Device HTTP Proxy

FIRERPA provides an HTTP proxy on the phone (the bridging proxy in service configuration, i.e., tunnel2.*). When you point your computer or browser's proxy server to the phone, computer traffic to websites will first go through the phone and then exit from the phone's network, so the external IP appears the same as the phone's. It is the opposite of Setting Proxy, as compared below:

Device HTTP Proxy (this chapter)Setting Proxy
Network DirectionComputer → via phone to the internetApp on phone → via external proxy to the internet
Typical UseAllow the computer to use the phone's IPAssign a proxy IP to the phone

Common uses include letting a computer and phone share the same egress IP for joint debugging and troubleshooting, pointing mitmproxy's upstream to the phone when capturing traffic so that traffic still originates from the device, or using multiple devices' networks as IP sources.

Using the Proxy

This feature is enabled by default.

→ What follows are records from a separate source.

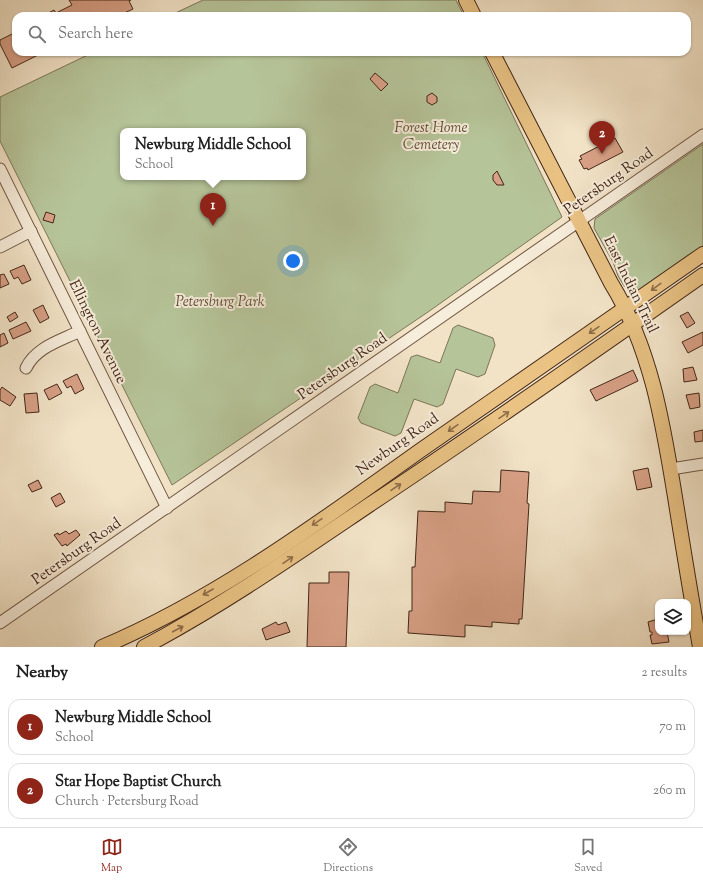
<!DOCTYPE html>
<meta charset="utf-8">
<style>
body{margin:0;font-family:"Sorts Mill Goudy",serif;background:#f2f2f2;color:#222}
.controls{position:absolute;right:12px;bottom:12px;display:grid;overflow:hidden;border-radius:8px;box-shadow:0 1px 3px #0004}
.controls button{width:36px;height:36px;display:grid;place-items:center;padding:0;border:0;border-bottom:1px solid #e0e0e0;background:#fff;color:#222;font:20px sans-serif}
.you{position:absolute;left:293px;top:261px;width:14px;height:14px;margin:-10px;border:3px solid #fff;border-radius:50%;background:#1a73e8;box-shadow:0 0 0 6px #1a73e833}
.badge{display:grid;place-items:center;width:26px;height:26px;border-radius:50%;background:#8f2418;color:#fff;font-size:13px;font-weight:700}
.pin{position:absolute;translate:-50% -33px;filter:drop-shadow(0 1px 2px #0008)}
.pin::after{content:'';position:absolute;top:21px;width:14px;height:12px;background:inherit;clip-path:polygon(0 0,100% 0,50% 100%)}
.popup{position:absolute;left:120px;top:128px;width:186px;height:52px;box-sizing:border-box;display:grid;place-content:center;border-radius:8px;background:#fff;filter:drop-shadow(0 1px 3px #0005);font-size:13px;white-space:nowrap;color:#767676}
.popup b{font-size:15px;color:#222}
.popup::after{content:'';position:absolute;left:50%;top:100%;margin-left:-8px;border:8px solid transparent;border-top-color:#fff}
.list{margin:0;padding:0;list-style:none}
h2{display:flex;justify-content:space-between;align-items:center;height:52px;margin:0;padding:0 16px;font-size:17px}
h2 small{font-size:13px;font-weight:400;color:#767676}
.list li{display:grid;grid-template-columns:26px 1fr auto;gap:12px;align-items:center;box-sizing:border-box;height:56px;margin:0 8px 8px;padding:0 8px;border:1px solid #e0e0e0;border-radius:12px}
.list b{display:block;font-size:15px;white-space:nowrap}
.list p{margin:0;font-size:13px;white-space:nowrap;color:#767676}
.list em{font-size:13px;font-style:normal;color:#767676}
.icon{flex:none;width:22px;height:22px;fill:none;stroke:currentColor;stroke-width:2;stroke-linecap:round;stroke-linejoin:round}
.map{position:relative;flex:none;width:703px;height:647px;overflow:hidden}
.search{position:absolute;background:#fff;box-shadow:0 1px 3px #0004;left:12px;right:12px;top:12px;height:44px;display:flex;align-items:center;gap:10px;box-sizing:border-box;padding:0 14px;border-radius:12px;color:#767676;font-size:15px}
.sheet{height:180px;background:#fff}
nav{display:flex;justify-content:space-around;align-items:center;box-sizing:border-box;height:56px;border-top:1px solid #e0e0e0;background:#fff;font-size:11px;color:#767676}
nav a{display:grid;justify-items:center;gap:2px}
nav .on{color:#8f2418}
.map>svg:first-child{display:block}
.green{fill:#b6c499;stroke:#7c7558;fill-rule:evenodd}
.building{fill:#d8a086;stroke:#422617}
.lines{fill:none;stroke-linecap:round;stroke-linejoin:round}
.minor-casing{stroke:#6e5543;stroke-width:13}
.major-casing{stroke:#422617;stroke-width:16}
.minor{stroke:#f7eddb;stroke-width:11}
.major{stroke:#e9c284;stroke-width:14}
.oneway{stroke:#8d6c48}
.labels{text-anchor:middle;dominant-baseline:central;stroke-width:4;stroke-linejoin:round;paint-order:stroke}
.park-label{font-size:15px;font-style:italic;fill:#5f4e38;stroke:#f7eddb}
.street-label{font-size:15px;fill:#422617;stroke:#f7eddb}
</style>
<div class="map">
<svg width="703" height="647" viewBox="0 0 703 647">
<rect width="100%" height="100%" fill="#f2e3c7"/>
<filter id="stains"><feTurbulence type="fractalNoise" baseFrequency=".005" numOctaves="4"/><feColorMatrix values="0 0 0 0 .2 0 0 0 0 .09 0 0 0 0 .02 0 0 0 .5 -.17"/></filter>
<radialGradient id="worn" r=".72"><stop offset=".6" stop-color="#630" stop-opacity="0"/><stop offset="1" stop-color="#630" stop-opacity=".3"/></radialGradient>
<!-- green -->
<g class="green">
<path d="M 203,0 L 456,0 L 464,16 L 169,16 Z"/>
<path d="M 94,52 L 482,52 L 562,217 L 428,312 L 172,485 L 0,141 L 0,97 ZM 123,131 L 303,131 L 303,177 L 123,177 Z"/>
<path d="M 703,144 L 703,248 L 636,293 L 624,286 L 618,276 L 613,262 L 594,228 L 595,219 Z"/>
<path d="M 458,325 L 493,338 L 495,345 L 485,374 L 478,377 L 456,369 L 443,404 L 437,407 L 414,399 L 401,433 L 395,436 L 361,423 L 358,418 L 370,387 L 375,384 L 398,393 L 411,357 L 417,355 L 440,363 L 453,328 Z"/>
</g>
<!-- building -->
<g class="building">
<path d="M 69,0 L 131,0 L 129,1 L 133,9 L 118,16 L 43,16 L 54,10 L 56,13 L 72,5 Z"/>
<path d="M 16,32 L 16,52 L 44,52 L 12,68 L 0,44 L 0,40 Z"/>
<path d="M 375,73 L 388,84 L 381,91 L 370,79 Z"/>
<path d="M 432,93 L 437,97 L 437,102 L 432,105 L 427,102 L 427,96 Z"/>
<path d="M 615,138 L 623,152 L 588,170 L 587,168 L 584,169 L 579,160 L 582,159 L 580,156 Z"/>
<path d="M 497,171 L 504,185 L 497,185 L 493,180 L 493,175 Z"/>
<path d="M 46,212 L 55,215 L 53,223 L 43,220 Z"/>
<path d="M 24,265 L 31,280 L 22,284 L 18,277 L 14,279 L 10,271 Z"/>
<path d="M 4,274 L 9,284 L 0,288 L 0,275 Z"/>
<path d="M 43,305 L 49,318 L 40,323 L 33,310 Z"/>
<path d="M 15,312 L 18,317 L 10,322 L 7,317 Z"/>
<path d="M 688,312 L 695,323 L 687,328 L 680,316 Z"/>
<path d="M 26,322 L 31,331 L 13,339 L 9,330 Z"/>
<path d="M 703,332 L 703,345 L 688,353 L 682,342 Z"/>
<path d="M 4,333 L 8,343 L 0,347 L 0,335 Z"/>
<path d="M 693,367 L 697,380 L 684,382 L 683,369 Z"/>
<path d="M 633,370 L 638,381 L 596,401 L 590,390 Z"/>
<path d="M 77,374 L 84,389 L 75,394 L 71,386 L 67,388 L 63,381 Z"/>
<path d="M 57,384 L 62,393 L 49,400 L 44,390 Z"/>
<path d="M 2,387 L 16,397 L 10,406 L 0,400 L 0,390 Z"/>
<path d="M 37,393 L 39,412 L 26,413 L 24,394 Z"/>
<path d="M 699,393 L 700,407 L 690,409 L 686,395 Z"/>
<path d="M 703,430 L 703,441 L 695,442 L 694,432 Z"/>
<path d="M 648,468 L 652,487 L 637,490 L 633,471 Z"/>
<path d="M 501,470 L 529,472 L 527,503 L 529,504 L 522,619 L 519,619 L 519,624 L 492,622 L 492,627 L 465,625 L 465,637 L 408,633 L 409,611 L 412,611 L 412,567 L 415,567 L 418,511 L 445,512 L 445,502 L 472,504 L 473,491 L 500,492 Z"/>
<path d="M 38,480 L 42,488 L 32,492 L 28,485 Z"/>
<path d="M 60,493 L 65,502 L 56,507 L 51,498 Z"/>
<path d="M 76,530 L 80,535 L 67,546 L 66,544 L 62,546 L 54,535 L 58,533 L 59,535 L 66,531 L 69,534 Z"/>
<path d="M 329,572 L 349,572 L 346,647 L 307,647 L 309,583 L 329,583 Z"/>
<path d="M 658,619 L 658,632 L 667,632 L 669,642 L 652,644 L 650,635 L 652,635 L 652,632 L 650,632 L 648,622 Z"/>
<path d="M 276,622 L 278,625 L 286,622 L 290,632 L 266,640 L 262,629 Z"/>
</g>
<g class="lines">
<defs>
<g id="minor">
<path d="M 0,169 L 167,508"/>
<path d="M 0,247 L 31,231"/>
<path d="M 26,368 C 36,347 60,341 80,331"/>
<path d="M 671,469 L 703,464"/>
<path d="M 0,623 L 703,135"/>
</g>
<g id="major">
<path d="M 466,0 L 474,16"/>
<path d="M 492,52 L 611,283 C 651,348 663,423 675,497 C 683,547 691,597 700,647"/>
<path d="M 102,647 C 216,599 321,521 421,450 C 515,384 609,320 703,254"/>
<path d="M 144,647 C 223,605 295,555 369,505 C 482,430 592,353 703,275"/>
</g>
</defs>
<!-- minor casing -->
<use href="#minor" class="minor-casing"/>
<!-- major casing -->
<use href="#major" class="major-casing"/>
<!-- minor -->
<use href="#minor" class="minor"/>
<!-- major -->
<use href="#major" class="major"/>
</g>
<!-- one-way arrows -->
<defs><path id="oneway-shaft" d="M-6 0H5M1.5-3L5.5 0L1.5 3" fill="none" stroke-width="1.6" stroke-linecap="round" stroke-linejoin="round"/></defs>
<g class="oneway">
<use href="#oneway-shaft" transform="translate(656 287) rotate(144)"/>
<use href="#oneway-shaft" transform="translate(594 330) rotate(145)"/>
<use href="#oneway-shaft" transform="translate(504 415) rotate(-34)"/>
<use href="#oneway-shaft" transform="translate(453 428) rotate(145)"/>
<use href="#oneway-shaft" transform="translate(396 487) rotate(-34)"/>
<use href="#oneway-shaft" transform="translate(317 522) rotate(146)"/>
<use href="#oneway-shaft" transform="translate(288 560) rotate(-34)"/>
<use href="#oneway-shaft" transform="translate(208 592) rotate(150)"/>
<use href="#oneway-shaft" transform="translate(178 629) rotate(-28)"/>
</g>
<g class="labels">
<!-- park labels -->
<g class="park-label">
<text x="431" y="128">Forest Home<tspan x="431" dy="17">Cemetery</tspan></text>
<text x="220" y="302">Petersburg Park</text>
</g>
<!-- street labels -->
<g class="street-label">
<text transform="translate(609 182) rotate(-35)">Petersburg Road</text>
<text transform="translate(630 285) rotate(64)">East Indian Trail</text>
<text transform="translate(97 332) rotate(64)">Ellington Avenue</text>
<text transform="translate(343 367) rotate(-35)">Petersburg Road</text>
<text transform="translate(398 445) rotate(-35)">Newburg Road</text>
<text transform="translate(77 552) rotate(-35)">Petersburg Road</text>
</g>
</g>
<rect width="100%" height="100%" filter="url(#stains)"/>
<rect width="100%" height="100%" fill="url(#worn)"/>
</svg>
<div class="controls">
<button><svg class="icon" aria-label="layers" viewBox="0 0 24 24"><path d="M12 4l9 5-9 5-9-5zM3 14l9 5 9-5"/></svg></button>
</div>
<div class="you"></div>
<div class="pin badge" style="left:213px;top:226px">1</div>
<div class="popup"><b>Newburg Middle School</b>School</div>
<div class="pin badge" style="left:602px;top:154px">2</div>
<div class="search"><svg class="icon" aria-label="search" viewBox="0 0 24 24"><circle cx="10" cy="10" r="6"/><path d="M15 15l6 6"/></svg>Search here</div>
</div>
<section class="sheet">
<h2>Nearby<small>2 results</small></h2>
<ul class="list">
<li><span class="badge">1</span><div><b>Newburg Middle School</b><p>School</p></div><em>70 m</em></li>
<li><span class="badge">2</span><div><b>Star Hope Baptist Church</b><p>Church · Petersburg Road</p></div><em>260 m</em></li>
</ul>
</section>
<nav>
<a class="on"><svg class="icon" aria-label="map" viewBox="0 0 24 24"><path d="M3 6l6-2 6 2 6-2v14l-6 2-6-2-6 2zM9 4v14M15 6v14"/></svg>Map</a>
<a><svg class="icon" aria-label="directions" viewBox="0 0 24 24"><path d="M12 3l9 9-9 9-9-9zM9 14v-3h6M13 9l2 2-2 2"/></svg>Directions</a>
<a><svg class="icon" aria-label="saved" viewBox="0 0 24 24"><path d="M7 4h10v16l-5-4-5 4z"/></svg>Saved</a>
</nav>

The proxy shares the same service port as remote desktop, defaulting to 65000. Check the current IP in the phone's WLAN settings (the example below uses 192.168.0.2). If you have changed the port, please replace the port in the examples accordingly. The computer must be able to access the phone's FIRERPA service port, which usually means being on the same LAN or forwarding the service port to the public network.

You can quickly verify with the following command on the computer (replace the IP with your device's address):

curl -x http://192.168.0.2:65000 https://httpbin.org/ip

If the returned IP matches the phone's external IP, it is working correctly. In Firefox, you can set the HTTP proxy to 192.168.0.2, port 65000, and check "Also use this proxy for HTTPS". In Python, you can write:

requests.get("https://httpbin.org/ip", proxies={"http": "http://192.168.0.2:65000", "https": "http://192.168.0.2:65000"})

When the service certificate is not enabled, the proxy requires no authentication by default. If you started with a service certificate, you need to use the username lamda and the password from the first line of the service certificate PEM file (the same as the HTTPS remote desktop login password, but not the WebUI custom password). You can also set tunnel2.password in Service Configuration to specify a separate proxy password. In this case, the curl example becomes:

curl --proxy-insecure -x https://lamda:cert-password@192.168.0.2:65000 https://httpbin.org/ip

And the Python example:

requests.get("https://httpbin.org/ip", verify=False, proxies={"http": "https://lamda:cert-password@192.168.0.2:65000", "https": "https://lamda:cert-password@192.168.0.2:65000"})

Configuring the Proxy

You can adjust the bridging proxy in Service Configuration. For example, set tunnel2.login and tunnel2.password to customize the login credentials:

tunnel2.login=lamda
tunnel2.password=your-new-password

tunnel2.iface specifies the egress network interface: wlan for Wi-Fi, rmnet for mobile data (4G/5G; even if Wi-Fi is connected, mobile data will be preferred). When not configured, the system default network is used. If the selected interface currently has no network, the proxy will be unavailable.